- ACTIVITY: Return every record verbatim.
*** DATA TO PROCESS ***
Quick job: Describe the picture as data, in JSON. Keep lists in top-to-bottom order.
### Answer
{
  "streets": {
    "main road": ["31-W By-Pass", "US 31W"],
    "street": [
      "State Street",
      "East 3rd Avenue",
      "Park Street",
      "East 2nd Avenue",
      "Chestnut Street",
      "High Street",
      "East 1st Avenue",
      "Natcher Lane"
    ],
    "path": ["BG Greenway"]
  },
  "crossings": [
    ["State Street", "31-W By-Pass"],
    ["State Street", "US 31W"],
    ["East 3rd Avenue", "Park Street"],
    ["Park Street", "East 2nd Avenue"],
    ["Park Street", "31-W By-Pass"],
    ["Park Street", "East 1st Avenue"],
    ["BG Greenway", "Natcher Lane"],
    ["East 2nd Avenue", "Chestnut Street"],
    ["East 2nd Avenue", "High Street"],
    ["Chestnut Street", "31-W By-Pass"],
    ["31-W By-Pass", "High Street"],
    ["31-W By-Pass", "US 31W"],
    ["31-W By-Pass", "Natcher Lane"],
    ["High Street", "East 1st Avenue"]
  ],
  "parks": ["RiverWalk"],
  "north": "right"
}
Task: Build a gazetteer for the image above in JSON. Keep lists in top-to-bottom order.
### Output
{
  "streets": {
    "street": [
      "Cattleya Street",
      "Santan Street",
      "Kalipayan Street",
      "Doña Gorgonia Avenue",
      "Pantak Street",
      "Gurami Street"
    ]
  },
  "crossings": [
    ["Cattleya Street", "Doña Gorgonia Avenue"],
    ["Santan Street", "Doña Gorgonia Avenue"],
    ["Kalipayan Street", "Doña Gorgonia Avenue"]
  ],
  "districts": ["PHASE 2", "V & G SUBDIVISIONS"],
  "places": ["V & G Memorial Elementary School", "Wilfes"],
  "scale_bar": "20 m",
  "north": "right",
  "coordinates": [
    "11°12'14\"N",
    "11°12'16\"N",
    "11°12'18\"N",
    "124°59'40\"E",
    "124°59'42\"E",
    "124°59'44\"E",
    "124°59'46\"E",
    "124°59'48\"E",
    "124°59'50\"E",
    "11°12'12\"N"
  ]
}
*** End of DATA TO PROCESS ***
- THE COMPLETED TASK:
Quick job: Describe the picture as data, in JSON. Keep lists in top-to-bottom order.
### Answer
{
  "streets": {
    "main road": ["31-W By-Pass", "US 31W"],
    "street": [
      "State Street",
      "East 3rd Avenue",
      "Park Street",
      "East 2nd Avenue",
      "Chestnut Street",
      "High Street",
      "East 1st Avenue",
      "Natcher Lane"
    ],
    "path": ["BG Greenway"]
  },
  "crossings": [
    ["State Street", "31-W By-Pass"],
    ["State Street", "US 31W"],
    ["East 3rd Avenue", "Park Street"],
    ["Park Street", "East 2nd Avenue"],
    ["Park Street", "31-W By-Pass"],
    ["Park Street", "East 1st Avenue"],
    ["BG Greenway", "Natcher Lane"],
    ["East 2nd Avenue", "Chestnut Street"],
    ["East 2nd Avenue", "High Street"],
    ["Chestnut Street", "31-W By-Pass"],
    ["31-W By-Pass", "High Street"],
    ["31-W By-Pass", "US 31W"],
    ["31-W By-Pass", "Natcher Lane"],
    ["High Street", "East 1st Avenue"]
  ],
  "parks": ["RiverWalk"],
  "north": "right"
}
Task: Build a gazetteer for the image above in JSON. Keep lists in top-to-bottom order.
### Output
{
  "streets": {
    "street": [
      "Cattleya Street",
      "Santan Street",
      "Kalipayan Street",
      "Doña Gorgonia Avenue",
      "Pantak Street",
      "Gurami Street"
    ]
  },
  "crossings": [
    ["Cattleya Street", "Doña Gorgonia Avenue"],
    ["Santan Street", "Doña Gorgonia Avenue"],
    ["Kalipayan Street", "Doña Gorgonia Avenue"]
  ],
  "districts": ["PHASE 2", "V & G SUBDIVISIONS"],
  "places": ["V & G Memorial Elementary School", "Wilfes"],
  "scale_bar": "20 m",
  "north": "right",
  "coordinates": [
    "11°12'14\"N",
    "11°12'16\"N",
    "11°12'18\"N",
    "124°59'40\"E",
    "124°59'42\"E",
    "124°59'44\"E",
    "124°59'46\"E",
    "124°59'48\"E",
    "124°59'50\"E",
    "11°12'12\"N"
  ]
}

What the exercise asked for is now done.